Heart disease is the #1 killer of both men and women. However, the link between emotional stress and heart health in women is different from the link between heart health in men. Emotional stress of any kind is bad for your health, as research has borne out. However, women, when compared to men, have greater psychological risk factors for heart disease, including greater degrees of depression, anxiety, and post-traumatic stress disorder. Women are more likely than men to develop mental disorders because of increased stress. Any type of psychological or emotional stress has the ability to cause heart disease by many different mechanisms, including causing high blood pressure and hardening of the arteries (also known as atherosclerosis).

These things are highly related to heart disease. They have a great impact on the future health, quality of life, and the recovery from heart disease in women who already are suffering from heart disease. The latest research shows that young women are particularly vulnerable to having stress negatively affecting the heart, which means they run the risk of having early onset cardiovascular disease and poor outcomes if the heart disease is already a problem.

The Myocardial Infarction and Mental Stress Study (MIMS)
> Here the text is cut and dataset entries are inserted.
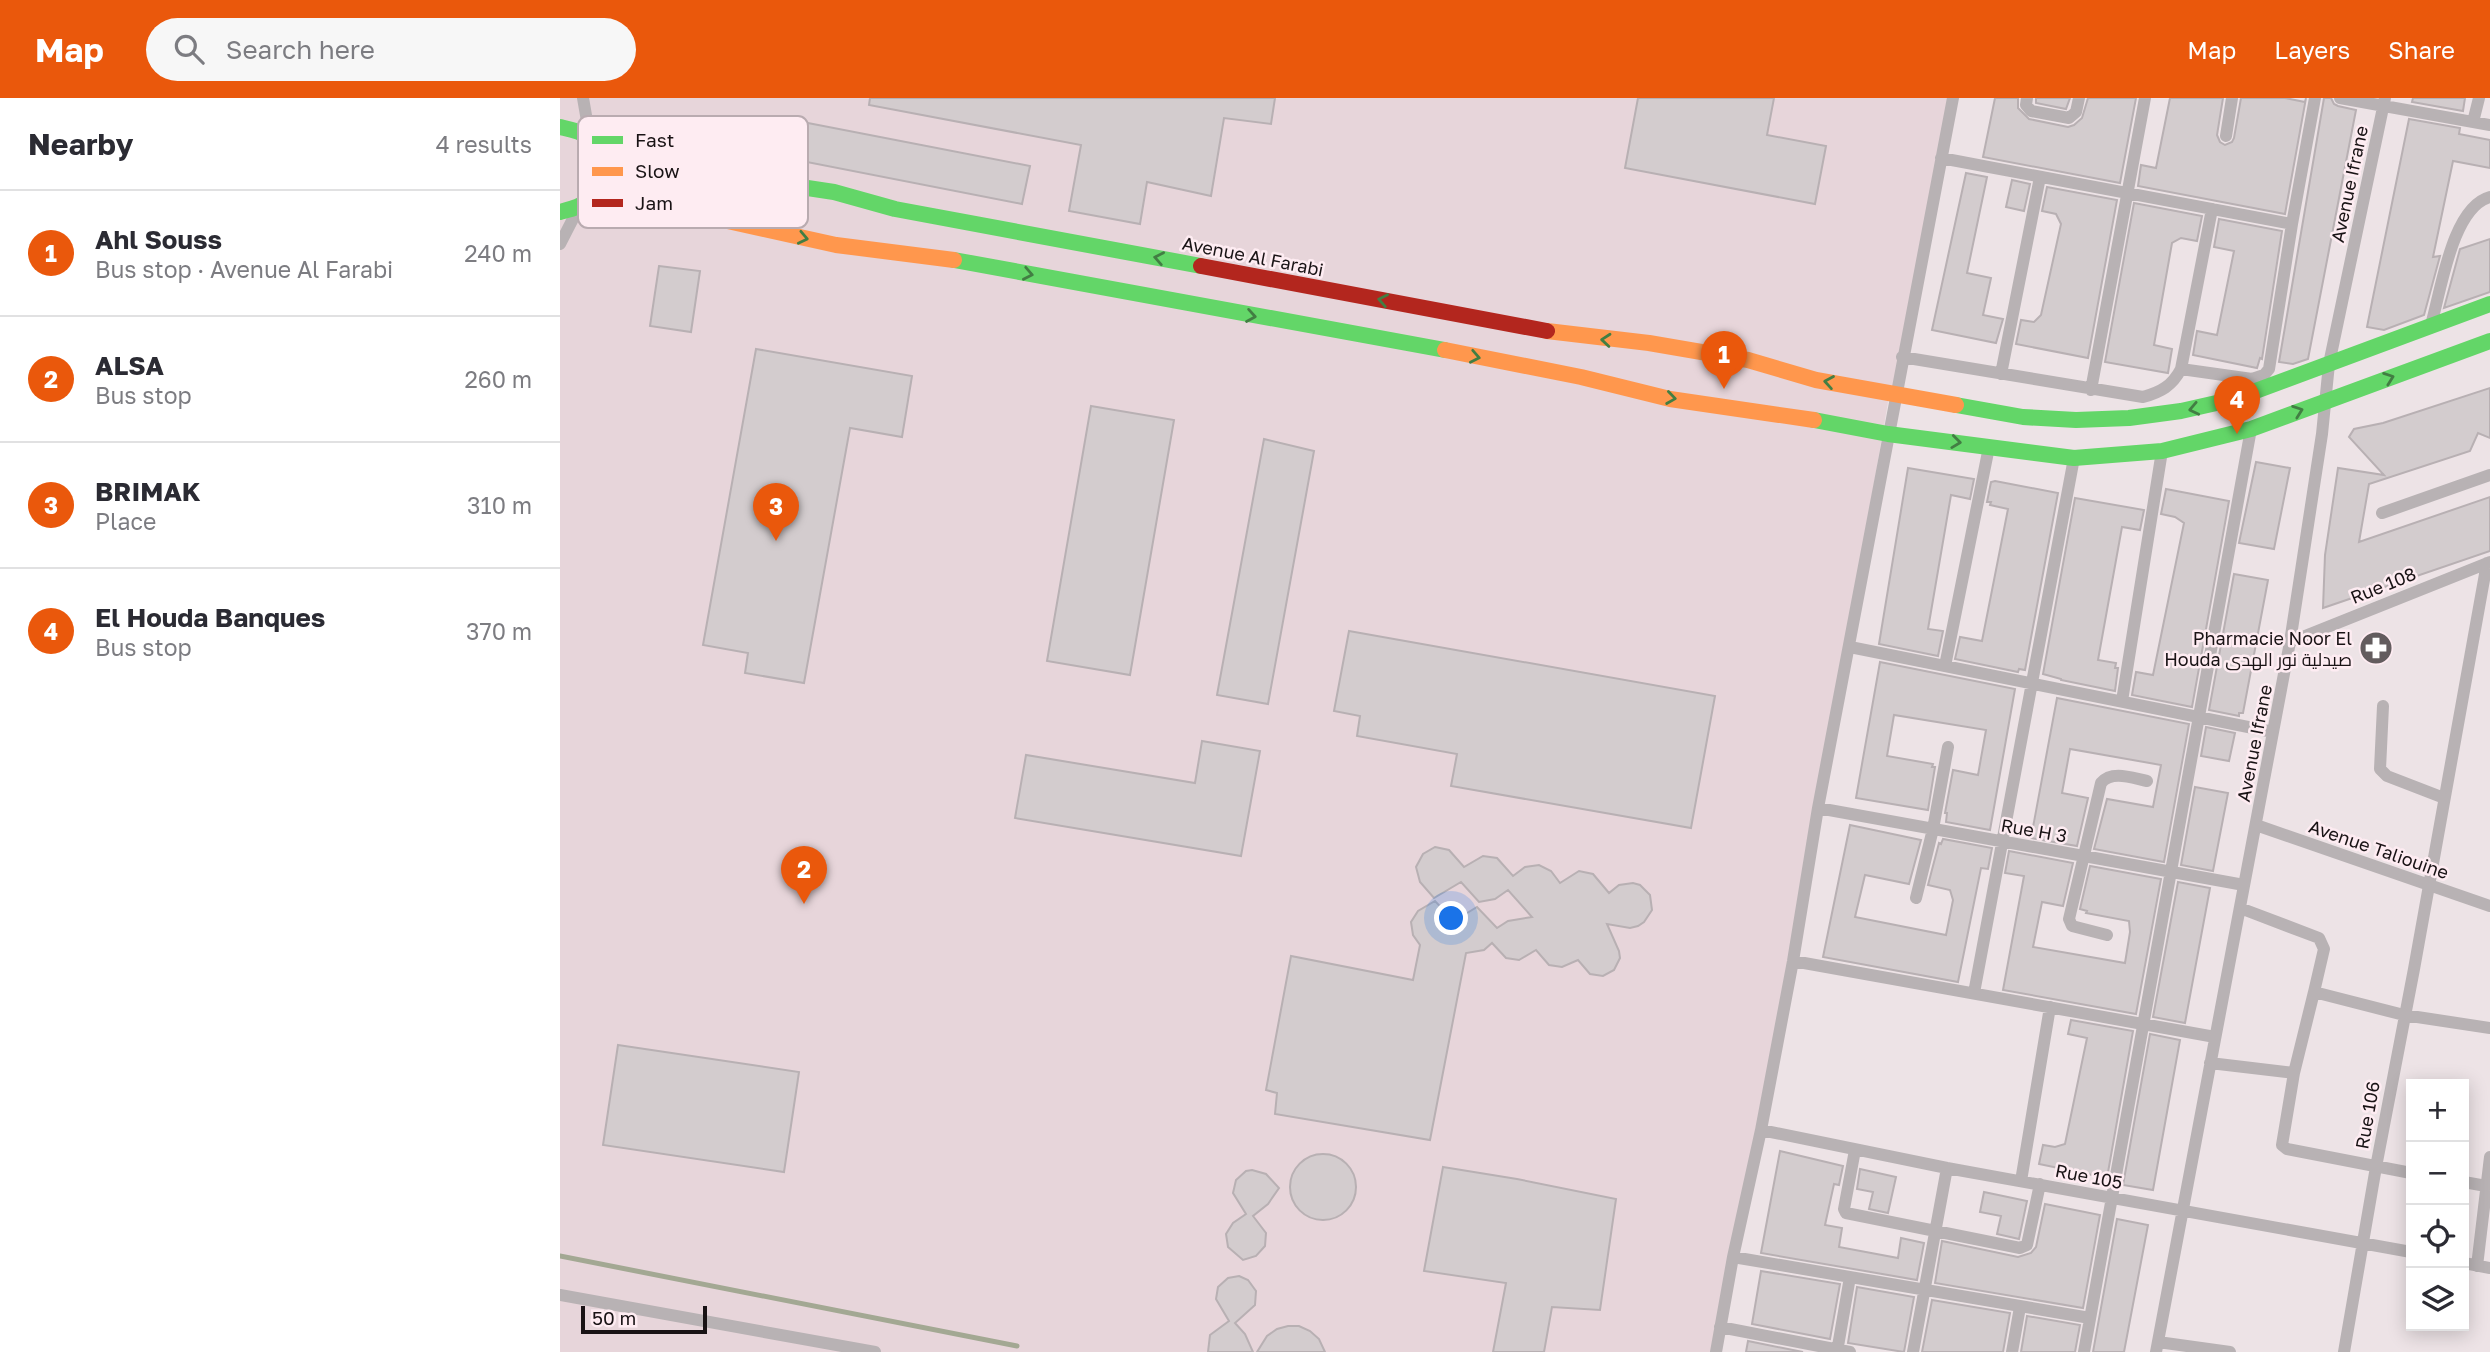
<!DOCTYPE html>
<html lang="en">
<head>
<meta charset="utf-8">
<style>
	:root { --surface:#fff; --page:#f7f7f7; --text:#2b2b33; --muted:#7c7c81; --line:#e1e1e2; --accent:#ea580c }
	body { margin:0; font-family:"Golos Text",Cairo,sans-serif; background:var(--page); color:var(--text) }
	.controls { position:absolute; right:21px; bottom:21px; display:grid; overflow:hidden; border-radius:0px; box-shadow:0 4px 18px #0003 }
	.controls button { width:63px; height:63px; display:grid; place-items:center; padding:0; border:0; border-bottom:2px solid var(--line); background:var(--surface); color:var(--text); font:35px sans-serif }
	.scale { position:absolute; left:21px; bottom:18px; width:126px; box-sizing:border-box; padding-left:7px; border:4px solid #191315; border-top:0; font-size:19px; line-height:24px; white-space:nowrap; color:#191315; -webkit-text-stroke:5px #feecf2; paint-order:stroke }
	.you { position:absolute; left:892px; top:821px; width:24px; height:24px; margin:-18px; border:5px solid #fff; border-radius:50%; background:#1a73e8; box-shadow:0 0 0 10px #1a73e833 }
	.badge { display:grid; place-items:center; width:46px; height:46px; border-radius:50%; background:var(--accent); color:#fff; font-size:23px; font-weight:700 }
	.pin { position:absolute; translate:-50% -58px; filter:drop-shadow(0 2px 4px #0008) }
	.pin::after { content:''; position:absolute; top:37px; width:24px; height:21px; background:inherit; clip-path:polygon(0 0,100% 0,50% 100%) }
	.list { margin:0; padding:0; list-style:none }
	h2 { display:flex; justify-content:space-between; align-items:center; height:91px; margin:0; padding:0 28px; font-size:30px }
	h2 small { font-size:23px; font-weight:400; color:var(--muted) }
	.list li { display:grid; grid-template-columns:46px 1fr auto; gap:21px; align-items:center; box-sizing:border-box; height:126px; padding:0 28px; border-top:2px solid var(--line) }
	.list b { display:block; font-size:26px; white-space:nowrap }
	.list p { margin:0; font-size:23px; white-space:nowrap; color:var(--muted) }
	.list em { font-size:23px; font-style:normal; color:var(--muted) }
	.icon { flex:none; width:38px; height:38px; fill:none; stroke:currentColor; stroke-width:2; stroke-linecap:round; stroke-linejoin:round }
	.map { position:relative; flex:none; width:1930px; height:1254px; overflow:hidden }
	header { display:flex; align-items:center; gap:42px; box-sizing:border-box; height:98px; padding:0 35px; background:var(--accent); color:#fff }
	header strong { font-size:33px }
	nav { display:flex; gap:38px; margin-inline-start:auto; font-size:24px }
	.search { width:490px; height:63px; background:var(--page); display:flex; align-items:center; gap:18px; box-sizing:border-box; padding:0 24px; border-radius:38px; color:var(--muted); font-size:26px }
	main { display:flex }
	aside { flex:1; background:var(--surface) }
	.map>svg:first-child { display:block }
	.built { fill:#e7d5da }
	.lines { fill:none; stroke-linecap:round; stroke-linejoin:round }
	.stream { stroke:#a3a893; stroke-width:5 }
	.building { fill:#d3ccce; stroke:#b8b0b3; stroke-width:2 }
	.street { stroke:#b8b2b4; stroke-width:12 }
	.fast { stroke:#63d668; stroke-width:16 }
	.slow { stroke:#ff974d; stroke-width:16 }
	.jam { stroke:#b3261e; stroke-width:16 }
	.oneway { stroke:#427e43 }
	.labels { text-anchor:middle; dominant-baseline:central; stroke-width:5; stroke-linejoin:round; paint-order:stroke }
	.street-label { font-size:18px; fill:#191315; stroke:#feecf2 }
	.poi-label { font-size:18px; fill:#191315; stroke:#feecf2; text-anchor:end }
	.key { fill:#feecf2; stroke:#b9abb0; stroke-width:2 }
	.key-label { font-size:19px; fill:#191315 }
</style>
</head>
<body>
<header>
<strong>Map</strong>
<div class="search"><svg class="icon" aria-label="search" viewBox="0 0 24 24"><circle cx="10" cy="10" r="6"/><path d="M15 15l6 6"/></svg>Search here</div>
<nav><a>Map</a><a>Layers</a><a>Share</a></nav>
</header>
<main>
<aside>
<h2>Nearby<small>4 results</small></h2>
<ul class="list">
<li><span class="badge">1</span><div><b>Ahl Souss</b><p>Bus stop · Avenue Al Farabi</p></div><em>240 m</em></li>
<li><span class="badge">2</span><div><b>ALSA</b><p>Bus stop</p></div><em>260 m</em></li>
<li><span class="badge">3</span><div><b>BRIMAK</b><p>Place</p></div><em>310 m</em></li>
<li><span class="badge">4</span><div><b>El Houda Banques</b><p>Bus stop</p></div><em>370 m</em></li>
</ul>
</aside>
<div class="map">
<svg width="1930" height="1254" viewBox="0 0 1930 1254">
	<rect width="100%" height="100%" fill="#ede3e6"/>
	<path class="built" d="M0,0h1392l-47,262 -17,42 -42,244 -131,706h-1155z"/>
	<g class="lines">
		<path class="stream" d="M0,1158l457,90"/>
	</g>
	<path class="building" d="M310,0h405l-4,26 -47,-6 -13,78 -64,-14 -7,42 -71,-13 12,-66 -212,-40z
		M1078,0h136l-7,37 59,11 -11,58 -190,-36z
		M1435,0h23v10l11,11 39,8 6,-2 8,-7 6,-20h48l-16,85 -137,-26z
		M1476,0h34l-4,11 -30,-6z
		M1610,0h53l-6,37 3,7 5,3 7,-3 2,-4 7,-40h44l20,4 1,-4 -21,116 -147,-28 3,-21 15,3z
		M1764,0h7l3,6 4,2 18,4 -48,249 -15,5 -14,-2z
		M1853,0h52l-2,13 -51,-9z
		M217,19l253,49 -8,38 -251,-49z
		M1849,21l51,9 -1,6 31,6v28l-37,-7 -20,96 7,-1 -16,59 -40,15 -17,-3z
		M1406,75l21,4 -20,96 24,5 -8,37 20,4 -7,24 -64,-13z
		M1452,82l18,4 -6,27 -18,-4z
		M1487,89l70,13 -29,158 -72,-14 5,-24 13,2 7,-7 20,-91 -5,-10 -14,-3z
		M1574,105l68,13 -5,25 -16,-3 -9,5 -18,102 18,4 -4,24 -63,-11z
		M1659,121l63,12 -20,128 -2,-1 -3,10 -64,-13 4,-24 20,4 17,-84 -20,-4z
		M1930,141v53l-46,16 16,-59z
		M99,168l41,5 -9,61 -41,-6z
		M196,251l156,27 -10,61 -52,-9 -46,255 -59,-10 3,-20 -45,-8z
		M1930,290v50l-12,-5 -8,18 -101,33 -10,58 131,-45v54l-167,57 2,-53 13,-87 46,7 -35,-38 5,-8 29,-6z
		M531,308l83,14 -44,255 -83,-14z
		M704,341l50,12 -46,253 -51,-9z
		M1696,364l34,6 -16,81 -35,-6z
		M1348,370l66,11 -4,20 -19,-4 -23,134 15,2 -5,25 -59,-12z
		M1435,383l63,12 -33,177 -6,-1 -1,3 -63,-13 5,-22 22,4 26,-132 -18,-4 1,-3h-4l4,-20z
		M1606,391l63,12 -37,206 -60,-12 4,-23 17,3 31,-152 -9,-6 -14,-3z
		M1515,400l69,12 -4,20 -18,-3 -24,133 18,3 -1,5h3l-3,23 -54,-11v-1l-18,-5z
		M1674,476l34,6 -25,133h-4v3l-30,-6z
		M789,533l366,65 -24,132 -240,-42 6,-32 -100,-18 3,-20 -26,-5z
		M1320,564l135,27 -25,141 -44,-8 1,-9h-2l8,-43 25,5 8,-45 -92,-15 -7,41 46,8 -1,3h3l-7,43 -72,-12z
		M1497,600l132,26 -25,138 -70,-13 13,-50 46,8 8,-42 -91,-16 -8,44 26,5 -11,48 -46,-8z
		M1646,629l29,6 -6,28 -28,-5z
		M642,643l58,10 -19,105 -226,-38 11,-63 169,28z
		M1635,689l33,6 -15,78 -32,-6z
		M1290,727l71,15 -12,44 -44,-9 -10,42 91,18 7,-35 -3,-10 -22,-5 11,-42 2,1 2,-5 49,9 -4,21 -7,-1 -23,114 -135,-25z
		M875,749l14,3 15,17 19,-11 14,2 16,18 12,-9 14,-2 12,6 9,12 19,-12 14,3 16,19 10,-8 14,-2 7,2 10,10 2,15 -8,12 -6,4 -8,2 -23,-4 12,27 1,7 -6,12 -11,6 -13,-2 -12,-14 -16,7 -13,-2 -13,-15 -17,10 -13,-2 -14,-15 -8,7 -18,3 -36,187 -155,-26 2,-21 -11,-3 25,-134 122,24 7,-35 -7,-10 -2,-13 7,-11 17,-10 19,20 23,-14 20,21 11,-7 24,-4 -24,-27 -13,9 -16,3 -18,-20 -27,16 -14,-16 -4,-15 7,-13z
		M1449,753l64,12 -10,43 -21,-4 -9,45 92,16 5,-31 -1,-11 -43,-8 1,-2 -7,-2 10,-43 71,13 -25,135 -133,-24 21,-114 -19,-3z
		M1618,784l32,6 -25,135 -32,-6z
		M1511,922l62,11 -26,147 -68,-14 4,-19 12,2 10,-3 22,-106 -19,-4z
		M1590,936l30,6 -27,150 -30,-5z
		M58,947l181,27 -15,100 -181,-27z
		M1220,1053l63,15 -4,19 -5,-1 -9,41 17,3 -3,19 59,11 3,-20 23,5 -7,37 -156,-27z
		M730 1089a33 33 0 1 1 66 0a33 33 0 1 1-66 0Z
		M883,1069l74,12 99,20 -16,111 -48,-3 -8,45h-51l13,-69 -82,-12z
		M1300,1071l36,8 -8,36 -19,-4 4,-17 -16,-3z
		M692,1072l14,4 13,14 -11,16 -15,12 13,17 -1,13 -9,10 -13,4 -15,-13 -2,-13 7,-11 13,-9 -13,-21 3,-13 10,-9z
		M1424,1094l43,9 -8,38 -22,-5 4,-18 -21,-4z
		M1485,1106l55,11 -17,93 -148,-25 7,-42 76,16 13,-4 5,-6z
		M1557,1121l31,6 -24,127h-31z
		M1201,1173l79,13 -10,55 -78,-15z
		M679,1178l9,4 8,11 -1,14 -20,18 10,11 8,18h-45l2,-17 19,-14 -13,-22 2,-12 10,-9z
		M1297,1189l57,10 -10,55 -56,-9z
		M1372,1202l78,13 -7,39h-81z
		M1467,1218l53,9 -5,27h-54z
		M728,1228h11l11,5 9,8 6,13h-68l10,-16 10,-7z
		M1188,1243l55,11h-57z"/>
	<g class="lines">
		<path class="street" d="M23,0l4,23 7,20
			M1467,0l-1,7 5,6 38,7 7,-6 3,-14
			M1780,0l150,27
			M1913,24l6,-24
			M1666,38l6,-38
			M1381,60l351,66
			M1652,111l-31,160 71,10 12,-4 5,-6 23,-145 23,-126
			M0,146l18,-35
			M1871,227c10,-34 21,-118 59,-128
			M1342,259l241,40c18,-5 29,-11 38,-28
			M1441,276l39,-197
			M1531,292l54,-292
			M1822,415l108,-38
			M1730,544l200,-80
			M1290,549l423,85
			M1385,568l44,-219
			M1562,603l40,-250
			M1823,608l-3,63 7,7 57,22
			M1258,710l426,77
			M1696,727l234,81
			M1356,800l17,-69 15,-82
			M1680,810l79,30 5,11 -10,43
			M1547,837l-35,-9 -3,-7 32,-136c11,-13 31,-5 46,-2
			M1233,863l422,76
			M1414,895l100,-535
			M1650,965l84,10
			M1201,1032l186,38 464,84
			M1295,1052l-11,59 2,4 174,35 7,-3 13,-61
			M1851,1075l-124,-24 -5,-4 12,-72 20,-81 90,23 86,13
			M1461,1083l29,-174
			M1904,1084l22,4
			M1173,1159l357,61
			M1904,1165l26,5
			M1917,1168l13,-109
			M0,1197l315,57
			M1160,1229l130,25
			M1598,1244l72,10
			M1156,1254l17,-95 28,-127 32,-169 25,-153 135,-710
			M1277,1254l13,-75
			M1353,1254l34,-184
			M1452,1254l8,-45
			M1524,1254l167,-923
			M1596,1254l134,-710 32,-208 7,-70 56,-266
			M1784,1254l32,-185 38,-198 73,-406"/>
		<path class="fast" d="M0,29c7,2 15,3 21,6 23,14 30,47 9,66 -9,8 -19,10 -30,13
			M42,59l232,35 61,17 306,57
			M394,162l491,90
			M1396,307l67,12 53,3 53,-2 52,-7 53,-12 256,-95
			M1254,322l74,14 186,24 88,-7 89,-22 239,-88"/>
		<path class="slow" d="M35,97l47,7 194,43 118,15
			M987,233l102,12 99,17 68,20 140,25
			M885,252l136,27 89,22 144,21"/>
		<path class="jam" d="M641,168l346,65"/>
	</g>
	<defs><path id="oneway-chevron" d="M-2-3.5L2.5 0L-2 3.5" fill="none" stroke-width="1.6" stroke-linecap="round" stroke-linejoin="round" transform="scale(1.75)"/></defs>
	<g class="oneway">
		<use href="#oneway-chevron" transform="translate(243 140) rotate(12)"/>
		<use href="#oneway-chevron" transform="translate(599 160) rotate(-169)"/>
		<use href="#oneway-chevron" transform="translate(468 176) rotate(11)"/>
		<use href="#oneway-chevron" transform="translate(823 202) rotate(-169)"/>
		<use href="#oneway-chevron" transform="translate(691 218) rotate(10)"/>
		<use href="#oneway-chevron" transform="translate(1046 242) rotate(-175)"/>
		<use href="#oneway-chevron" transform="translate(915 259) rotate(11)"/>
		<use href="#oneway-chevron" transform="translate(1829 280) rotate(-20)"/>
		<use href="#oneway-chevron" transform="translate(1269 284) rotate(-170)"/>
		<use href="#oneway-chevron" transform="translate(1111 300) rotate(8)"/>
		<use href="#oneway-chevron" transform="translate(1634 311) rotate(168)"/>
		<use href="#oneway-chevron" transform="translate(1738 313) rotate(-20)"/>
		<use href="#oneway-chevron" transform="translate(1396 344) rotate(7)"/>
	</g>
	<defs>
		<symbol id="pharmacy-disc" viewBox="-11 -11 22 22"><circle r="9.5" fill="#635c5e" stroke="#feecf2"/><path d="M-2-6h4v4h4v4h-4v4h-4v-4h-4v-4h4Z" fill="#fff"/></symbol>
	</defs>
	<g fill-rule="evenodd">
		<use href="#pharmacy-disc" x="1797" y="531" width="38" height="38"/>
	</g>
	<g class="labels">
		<g class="street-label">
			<text transform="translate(1789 86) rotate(-78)">Avenue Ifrane</text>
			<text transform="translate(693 158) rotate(11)">Avenue Al Farabi</text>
			<text transform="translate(1823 487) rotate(-22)">Rue 108</text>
			<text transform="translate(1694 645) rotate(-79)">Avenue Ifrane</text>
			<text transform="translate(1474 732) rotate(10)">Rue H 3</text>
			<text transform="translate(1819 751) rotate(19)">Avenue Taliouine</text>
			<text transform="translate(1807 1017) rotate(-80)">Rue 106</text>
			<text transform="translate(1529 1078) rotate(11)">Rue 105</text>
		</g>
		<g class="poi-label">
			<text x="1792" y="540">Pharmacie Noor El<tspan x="1792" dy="21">Houda صيدلية نور الهدى</tspan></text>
		</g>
	</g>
	<rect x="18" y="18" width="230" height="112" rx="10" class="key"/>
	<rect x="32" y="38" width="31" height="8" fill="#63d668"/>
	<rect x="32" y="69" width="31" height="9" fill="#ff974d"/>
	<rect x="32" y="101" width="31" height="8" fill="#b3261e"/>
	<g class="key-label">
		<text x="75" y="49">Fast</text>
		<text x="75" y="80">Slow</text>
		<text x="75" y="112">Jam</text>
	</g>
</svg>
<div class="controls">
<button>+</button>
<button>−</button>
<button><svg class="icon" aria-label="locate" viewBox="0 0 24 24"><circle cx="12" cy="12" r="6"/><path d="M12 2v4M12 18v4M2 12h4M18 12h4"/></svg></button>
<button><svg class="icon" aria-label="layers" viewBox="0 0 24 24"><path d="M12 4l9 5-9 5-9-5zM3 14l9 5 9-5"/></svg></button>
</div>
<div class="scale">50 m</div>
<div class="you"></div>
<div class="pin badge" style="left:1164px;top:291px">1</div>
<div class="pin badge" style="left:244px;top:806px">2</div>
<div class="pin badge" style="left:216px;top:443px">3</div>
<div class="pin badge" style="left:1677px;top:336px">4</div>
</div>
</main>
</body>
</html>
This was a study that directly looked at the risk of cardiovascular disease among young women who experienced emotional stressors when compared to young men of the same age. They studied patients who had had a heart attack in the past, including 49 women and 49 men who were between the ages of 38 and 60 at the time of the study.When the participants were exposed to an emotional stressor in a controlled setting, women who were at least 50 years of age or younger had twice the amount of myocardial ischemia when compared to the men in an identical situation. Myocardial ischemia is a condition of lessened blood flow to the heart that can cause heart attacks if the lack of blood flow is permanent. This greater level of myocardial ischemia from emotional stress held up even after things like heart disease severity, overall health, and degree of depression were factored into the equation. What they found was that there was something unknown about these young women that made them more vulnerable to emotional stress when compared to men. Possible causes of this link between emotional stress and heart disease in women included things like having increased poverty, more challenging social situations, more life stressors, and a history of child abuse. These life stressors may have an impact on emotional stress and increased their risk for having heart disease at so young an age. In the study, participants were exposed to a stressor using a mental stress test that was standardized for all participants.

They were allowed to rest for thirty minutes before the test. Then they were asked to pretend that a stressful life situation had happened to them and were asked to relay that stressful life situation during a three-minute presentation to an intimidating audience of white-coated individuals and in front of a camera.After the presentation, images of the heart were taken to look at the heart for areas of ischemia during the mental stress.

On a separate day, the same participants had an exercise treadmill stress test, which assessed the coronary arteries for blockages. Images of the heart were taken to see how much stress was placed on the heart during this type of physical stressor. This was compared to ischemia caused by mental stressors.

Study Results

It was found that women under 50 had twice the degree of myocardial ischemia from mental stress when compared to men (52 percent in women compared to 25 percent in men). There were no gender differences in myocardial ischemia when comparing their results in physical stress testing.

Conclusions Of The Study

Even though women tend to have less severe myocardial ischemia when compared to men, they had a greater degree of mental stress-associated myocardial ischemia. The reason for this was unclear but it seems to be related to problems with the small vessels leading to the heart—the microvasculature of the heart. Constriction of small blood vessels seems to be linked more to emotional stress than it is to physical stress.